Itu benar. Konsultan James Carville dan banyak pemimpin Hispanik pragmatis mengkritik istilah tersebut sebagai populer di kalangan elit partisan tetapi sebagian besar tidak dikenal dan bahkan dibenci di kalangan pemilih Hispanik biasa, menurut jajak pendapat dan bukti anekdotal.
Tetap saja, AOC membela istilah tersebut, dengan mengatakan, “Seolah-olah beberapa dari orang-orang ini belum mengetahui bahwa identitas orang lain bukanlah tentang prospek pemilihan ulang Anda. Seperti, ini bukan tentang kamu.”
Tidak, tetapi Anda tidak harus menjadi partisan yang benar untuk memahami bahwa ini semua tentang kemenangan, yang bukan sesuatu yang mengikuti bahasa yang terdengar elitis, sombong, atau tidak berhubungan dengan pemilih yang ingin Anda jangkau.
Tapi kemudian tidak ada yang baru tentang perselisihan faksi di partai yang secara historis melibatkan Andrew Jackson dan Jesse Jackson. (Ya, anak-anak, kita semua harus tahu kutipan lama Will Rogers sekarang: “Saya bukan anggota partai yang terorganisir; saya seorang Demokrat.”)

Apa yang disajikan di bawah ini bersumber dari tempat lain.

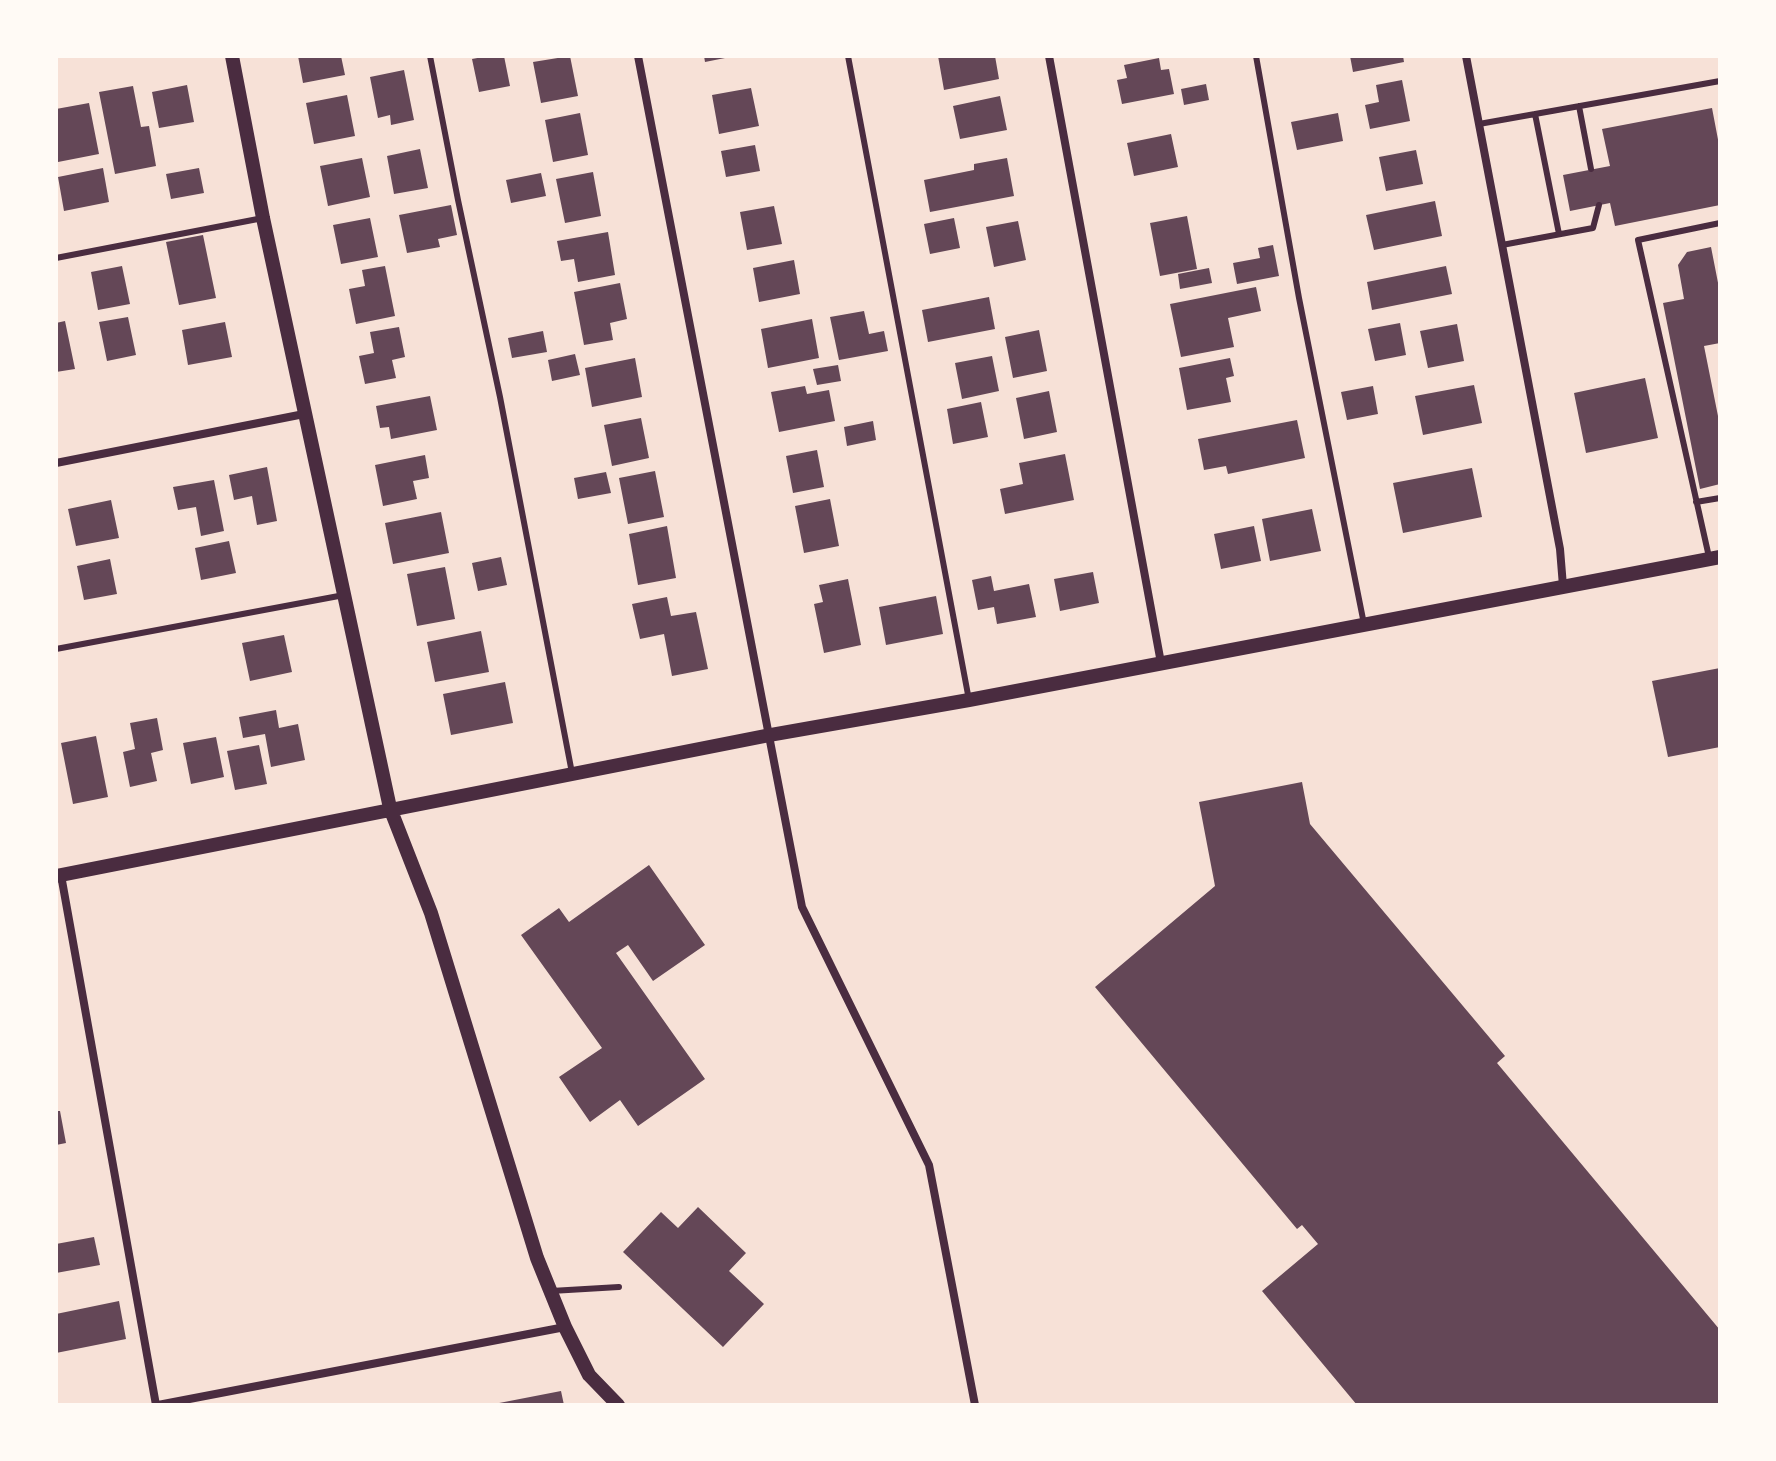 <!DOCTYPE html>
<style>
body{margin:0}
#map{position:relative;width:1776px;height:1461px;overflow:hidden;background:#f7e1d7;font-family:Manrope,sans-serif}
canvas{display:block}
.frame{position:absolute;inset:0;border:58px solid #fffaf5;pointer-events:none}
</style>
<div id="map">
<canvas width="1776" height="1461"></canvas>
<div class="frame"></div>
</div>
<script>
const context = document.querySelector('canvas').getContext('2d');
context.lineJoin = 'round';
function paint(path, color) { context.fillStyle = color; context.fill(path, 'evenodd'); }
const toPath = rows => new Path2D(rows.map(r => 'M' + r).join(''));
function strokePath(path, color, width, dash) { context.strokeStyle = color; context.lineWidth = width; context.lineCap = dash ? 'butt' : 'round'; context.setLineDash(dash || []); context.stroke(path); }
const building = toPath([
 [298,56,341,56,345,75,303,83],
 [488,56,504,56,510,86,479,92,472,59],
 [570,56,578,96,541,103,533,62],
 [704,56,730,56,730,57,705,62],
 [938,56,995,56,999,79,944,90],
 [1350,56,1403,56,1404,62,1353,72],
 [1159,58,1161,70,1169,69,1174,94,1122,104,1117,80,1127,78,1124,65],
 [404,70,414,120,391,125,390,115,378,118,370,77],
 [1402,80,1410,121,1370,129,1365,105,1379,102,1376,85],
 [1206,84,1209,100,1184,105,1181,89],
 [187,85,194,122,159,128,152,92],
 [133,86,141,127,149,126,156,166,115,174,99,92],
 [751,88,759,126,719,134,712,95],
 [347,95,355,136,314,144,306,103],
 [1000,96,1007,130,960,139,953,106],
 [89,103,99,154,58,162,56,109],
 [1712,108,1720,150,1720,205,1615,226,1610,203,1570,211,1563,175,1610,166,1602,129],
 [580,113,588,155,553,162,545,120],
 [1338,113,1343,141,1297,150,1291,122],
 [1171,134,1178,167,1134,176,1127,143],
 [755,145,760,171,726,177,721,151],
 [420,149,428,188,394,194,387,156],
 [1416,150,1423,184,1386,191,1379,157],
 [362,158,370,197,328,206,320,166],
 [1007,158,1014,196,930,212,924,180,974,170,974,164],
 [103,168,109,202,64,211,58,177],
 [199,168,204,193,171,199,166,174],
 [593,172,601,216,565,223,556,179],
 [541,173,546,196,511,203,506,180],
 [1435,201,1442,236,1374,250,1366,215],
 [451,205,457,235,438,239,440,247,407,253,399,215],
 [774,206,782,244,747,250,740,212],
 [1187,216,1197,269,1160,276,1150,223],
 [370,218,378,257,341,264,333,225],
 [954,218,960,248,930,254,924,224],
 [1018,221,1026,260,994,267,986,227],
 [608,232,615,275,578,282,574,259,561,261,557,241],
 [203,235,216,298,179,305,166,242],
 [1273,245,1279,276,1237,284,1233,263,1260,258,1258,248],
 [1711,247,1720,293,1720,343,1704,346,1720,426,1720,484,1700,489,1663,303,1684,299,1678,265,1687,252],
 [794,260,800,294,759,302,753,268],
 [122,266,130,304,98,310,91,272],
 [385,266,395,316,356,324,349,289,365,286,362,270],
 [1446,266,1452,294,1372,310,1367,282],
 [1209,268,1212,283,1180,289,1178,274],
 [620,283,627,319,610,323,613,340,584,345,574,292],
 [1256,287,1261,311,1228,318,1234,347,1181,357,1170,304],
 [989,297,995,329,928,342,922,310],
 [864,311,869,334,884,331,888,351,839,360,830,317],
 [128,317,136,355,107,361,99,322],
 [812,319,819,358,768,368,761,329],
 [65,321,75,369,56,372,56,323],
 [225,322,232,357,188,365,182,330],
 [1400,323,1406,355,1375,361,1368,329],
 [1457,324,1464,361,1428,368,1420,331],
 [399,327,405,357,392,360,396,378,365,384,359,356,374,353,370,332],
 [1039,330,1047,371,1013,378,1005,337],
 [543,331,547,352,512,358,508,338],
 [575,354,580,375,552,381,548,360],
 [992,356,999,391,962,399,955,363],
 [635,358,642,397,592,407,585,368],
 [1230,358,1234,376,1226,378,1231,402,1187,410,1179,368],
 [838,365,841,381,817,385,813,369],
 [1645,378,1658,438,1586,453,1574,393],
 [1474,385,1482,423,1423,435,1415,396],
 [805,386,807,394,829,390,835,421,779,432,771,392],
 [1373,386,1378,414,1347,420,1341,392],
 [1049,391,1057,432,1024,439,1016,398],
 [430,396,437,430,391,439,389,427,380,428,376,406],
 [981,402,988,437,953,444,947,409],
 [641,418,649,458,612,466,604,425],
 [1297,420,1305,458,1228,474,1226,466,1204,470,1198,439],
 [873,421,876,440,847,446,844,427],
 [817,450,824,487,793,493,786,456],
 [1065,454,1074,500,1005,514,1000,489,1023,484,1019,463],
 [425,455,429,478,413,481,417,499,383,506,375,465],
 [267,467,277,521,257,525,252,496,234,500,229,475],
 [1472,468,1482,517,1403,533,1393,483],
 [655,471,664,517,628,524,619,478],
 [606,472,611,493,578,499,574,478],
 [214,480,224,531,201,536,196,507,178,510,173,487],
 [830,499,839,546,804,553,795,506],
 [111,500,119,538,76,546,68,509],
 [1312,509,1321,551,1270,561,1262,519],
 [441,512,449,553,393,564,385,523],
 [667,526,676,578,638,585,629,534],
 [1254,526,1261,561,1221,569,1214,534],
 [229,541,236,573,201,580,195,548],
 [501,557,507,585,478,591,472,563],
 [110,559,117,594,84,600,77,566],
 [445,567,455,619,417,626,407,574],
 [1093,572,1099,603,1060,611,1054,579],
 [991,576,994,591,1029,584,1036,617,997,624,994,607,978,610,972,580],
 [848,579,861,645,824,653,814,604,823,602,819,585],
 [936,596,943,634,886,645,879,607],
 [667,597,671,616,696,612,708,669,672,676,664,634,640,639,632,604],
 [481,631,489,672,435,682,427,642],
 [284,635,292,672,250,681,242,643],
 [1720,668,1720,747,1668,757,1652,681],
 [505,682,513,723,451,735,443,694],
 [276,710,279,728,298,724,305,760,271,767,265,734,243,738,239,717],
 [157,718,163,750,151,753,157,781,130,787,123,752,135,749,130,723],
 [96,736,108,797,73,804,61,743],
 [216,737,224,777,191,784,183,743],
 [259,745,267,784,235,790,227,751],
 [1302,782,1310,824,1505,1056,1497,1063,1720,1330,1720,1405,1357,1405,1262,1291,1318,1244,1302,1225,1297,1229,1095,987,1215,886,1199,802],
 [649,865,705,945,653,981,628,945,616,953,705,1079,638,1126,620,1100,590,1122,559,1077,602,1048,521,935,559,908,569,922],
 [56,1111,60,1111,66,1143,56,1145],
 [698,1207,746,1253,729,1271,764,1304,723,1347,623,1252,661,1212,678,1228],
 [94,1237,100,1265,56,1273,56,1244],
 [119,1301,126,1339,56,1353,56,1314],
 [561,1391,564,1405,494,1405,494,1404]
]);
const service = toPath([
 [430,56,458,200,500,397,572,773],
 [848,56,969,700],
 [1256,56,1299,298,1364,624],
 [1579,106,1591,169],
 [1535,114,1559,234],
 [1479,124,1720,81],
 [1502,245,1593,228,1599,205],
 [56,258,263,218],
 [1696,502,1720,498],
 [1709,557,1638,240,1720,223],
 [56,649,344,595],
 [551,1291,619,1287]
]);
const minor = toPath([
 [638,56,802,907,929,1165,975,1405],
 [1049,56,1161,663],
 [1466,56,1560,549,1563,586],
 [56,463,304,414],
 [61,875,156,1405],
 [158,1405,565,1327]
]);
const tertiary = toPath([
 [232,56,263,218,390,808,431,913,537,1258,565,1327,589,1375,618,1405],
 [56,876,770,735,969,700,1720,557]
]);
paint(building, '#644757');
strokePath(service, '#4a2c40', 6);
strokePath(minor, '#4a2c40', 8);
strokePath(tertiary, '#4a2c40', 14);
</script>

Ekstrimisme dalam politik mengingatkan saya pada beberapa studi penelitian seputar siklus pemilu 2016 yang menemukan pemilih di Amerika Serikat dan Eropa mengeluhkan “kelelahan skandal”. Semakin banyak skandal, cukup menarik, semakin banyak pemilih yang tidak peka terhadap skandal tersebut.
Ini kemudian tampaknya ditunjukkan oleh kampanye pertama Trump, yang tampaknya tidak hanya penuh dengan skandal, tetapi juga berhasil. Semakin dia dikritik, semakin setia pengikutnya.
Apakah kita melihat lebih banyak ekstremisme dalam politik tergantung pada seberapa sukses kampanye utama ini. Namun, satu hal yang jelas. Tidak semua pemilih mencari lebih banyak pertarungan makanan.
Hubungi Halaman Clarence di [email protected].